## Work to be completed
Only the number is wanted: count the lines in the data with "this" in them.

• • •

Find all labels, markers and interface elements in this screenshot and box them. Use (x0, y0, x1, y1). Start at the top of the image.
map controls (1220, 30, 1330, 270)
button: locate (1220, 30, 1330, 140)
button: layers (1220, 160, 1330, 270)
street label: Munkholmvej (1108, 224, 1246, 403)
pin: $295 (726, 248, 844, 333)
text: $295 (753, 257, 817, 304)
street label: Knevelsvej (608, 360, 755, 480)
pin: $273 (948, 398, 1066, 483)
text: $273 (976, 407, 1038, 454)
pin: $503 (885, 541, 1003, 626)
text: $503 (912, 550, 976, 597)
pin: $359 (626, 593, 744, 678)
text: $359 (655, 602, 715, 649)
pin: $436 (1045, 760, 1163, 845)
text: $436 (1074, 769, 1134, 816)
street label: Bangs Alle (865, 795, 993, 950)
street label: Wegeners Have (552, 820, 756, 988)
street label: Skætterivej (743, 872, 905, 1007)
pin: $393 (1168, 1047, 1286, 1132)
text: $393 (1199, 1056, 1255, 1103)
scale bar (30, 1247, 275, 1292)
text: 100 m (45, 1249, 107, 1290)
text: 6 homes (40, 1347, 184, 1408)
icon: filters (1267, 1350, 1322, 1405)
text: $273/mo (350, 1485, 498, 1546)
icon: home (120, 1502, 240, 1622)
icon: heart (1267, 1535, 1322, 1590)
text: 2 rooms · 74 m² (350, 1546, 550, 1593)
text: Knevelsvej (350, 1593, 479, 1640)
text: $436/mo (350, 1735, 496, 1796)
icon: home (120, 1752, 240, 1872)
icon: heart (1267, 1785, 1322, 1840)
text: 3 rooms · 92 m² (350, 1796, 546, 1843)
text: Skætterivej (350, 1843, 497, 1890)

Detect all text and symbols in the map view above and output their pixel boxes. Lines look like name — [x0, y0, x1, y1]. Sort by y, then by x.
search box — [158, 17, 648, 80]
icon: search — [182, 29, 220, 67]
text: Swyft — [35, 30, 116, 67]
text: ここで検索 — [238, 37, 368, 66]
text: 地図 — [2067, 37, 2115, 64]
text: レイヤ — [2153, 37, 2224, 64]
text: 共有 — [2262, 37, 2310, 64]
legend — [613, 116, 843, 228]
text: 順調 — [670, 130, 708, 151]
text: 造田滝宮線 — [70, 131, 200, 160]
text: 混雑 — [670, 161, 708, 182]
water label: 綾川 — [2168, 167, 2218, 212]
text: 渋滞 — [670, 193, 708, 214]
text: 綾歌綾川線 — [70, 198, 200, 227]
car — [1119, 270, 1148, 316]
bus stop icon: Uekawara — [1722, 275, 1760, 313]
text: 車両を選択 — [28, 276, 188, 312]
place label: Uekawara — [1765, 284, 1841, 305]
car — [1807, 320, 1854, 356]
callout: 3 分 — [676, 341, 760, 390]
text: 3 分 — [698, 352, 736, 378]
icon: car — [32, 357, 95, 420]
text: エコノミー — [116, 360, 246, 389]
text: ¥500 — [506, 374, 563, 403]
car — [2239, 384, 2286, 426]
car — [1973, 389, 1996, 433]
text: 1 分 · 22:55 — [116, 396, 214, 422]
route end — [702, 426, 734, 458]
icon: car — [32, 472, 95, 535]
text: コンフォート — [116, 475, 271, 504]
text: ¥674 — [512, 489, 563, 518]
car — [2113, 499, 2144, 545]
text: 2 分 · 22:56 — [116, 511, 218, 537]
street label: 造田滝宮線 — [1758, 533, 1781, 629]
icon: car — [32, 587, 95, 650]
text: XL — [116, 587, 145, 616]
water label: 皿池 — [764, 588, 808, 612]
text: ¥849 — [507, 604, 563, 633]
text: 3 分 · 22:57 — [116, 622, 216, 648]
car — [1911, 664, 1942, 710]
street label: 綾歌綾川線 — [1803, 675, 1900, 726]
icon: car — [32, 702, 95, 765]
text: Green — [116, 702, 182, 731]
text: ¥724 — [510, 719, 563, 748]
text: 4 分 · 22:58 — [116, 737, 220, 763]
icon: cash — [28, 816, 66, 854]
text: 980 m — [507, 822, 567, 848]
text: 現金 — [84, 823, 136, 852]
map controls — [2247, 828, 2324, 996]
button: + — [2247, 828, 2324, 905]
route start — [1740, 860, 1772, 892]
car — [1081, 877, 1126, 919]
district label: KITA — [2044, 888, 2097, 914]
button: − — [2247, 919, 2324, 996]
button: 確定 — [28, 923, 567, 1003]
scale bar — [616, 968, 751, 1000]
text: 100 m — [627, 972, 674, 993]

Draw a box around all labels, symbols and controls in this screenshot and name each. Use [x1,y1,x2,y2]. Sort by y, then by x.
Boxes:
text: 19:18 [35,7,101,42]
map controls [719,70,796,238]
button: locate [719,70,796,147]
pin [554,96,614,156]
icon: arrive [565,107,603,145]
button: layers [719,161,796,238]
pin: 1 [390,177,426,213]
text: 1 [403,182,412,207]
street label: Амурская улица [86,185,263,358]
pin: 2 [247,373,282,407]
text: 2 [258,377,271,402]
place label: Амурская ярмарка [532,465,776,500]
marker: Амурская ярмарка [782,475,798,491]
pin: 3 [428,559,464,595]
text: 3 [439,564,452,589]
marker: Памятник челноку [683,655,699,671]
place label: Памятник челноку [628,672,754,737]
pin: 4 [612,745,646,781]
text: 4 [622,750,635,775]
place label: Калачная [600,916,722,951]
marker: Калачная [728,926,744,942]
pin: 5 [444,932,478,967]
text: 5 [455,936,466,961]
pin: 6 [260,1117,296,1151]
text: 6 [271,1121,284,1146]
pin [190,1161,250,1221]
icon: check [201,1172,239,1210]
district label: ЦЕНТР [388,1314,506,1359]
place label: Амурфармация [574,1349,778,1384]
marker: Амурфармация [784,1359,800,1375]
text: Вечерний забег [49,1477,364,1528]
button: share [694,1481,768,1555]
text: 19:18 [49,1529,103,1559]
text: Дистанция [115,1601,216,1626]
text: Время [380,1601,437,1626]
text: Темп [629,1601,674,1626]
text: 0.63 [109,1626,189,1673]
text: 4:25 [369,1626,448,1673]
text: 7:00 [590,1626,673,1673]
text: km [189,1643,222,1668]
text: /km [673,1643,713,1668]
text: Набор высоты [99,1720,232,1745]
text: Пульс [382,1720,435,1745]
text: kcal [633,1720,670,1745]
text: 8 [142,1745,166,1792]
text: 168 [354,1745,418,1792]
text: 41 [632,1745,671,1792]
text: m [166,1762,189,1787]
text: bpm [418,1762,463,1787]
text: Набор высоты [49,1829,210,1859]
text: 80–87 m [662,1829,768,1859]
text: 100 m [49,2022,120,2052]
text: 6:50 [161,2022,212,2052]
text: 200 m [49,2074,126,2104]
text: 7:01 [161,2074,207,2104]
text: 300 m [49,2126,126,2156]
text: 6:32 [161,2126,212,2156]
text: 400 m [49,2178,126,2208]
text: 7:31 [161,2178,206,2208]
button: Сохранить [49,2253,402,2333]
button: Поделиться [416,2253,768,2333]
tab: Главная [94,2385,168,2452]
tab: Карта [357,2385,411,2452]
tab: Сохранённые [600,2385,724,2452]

• • •

## Task output
2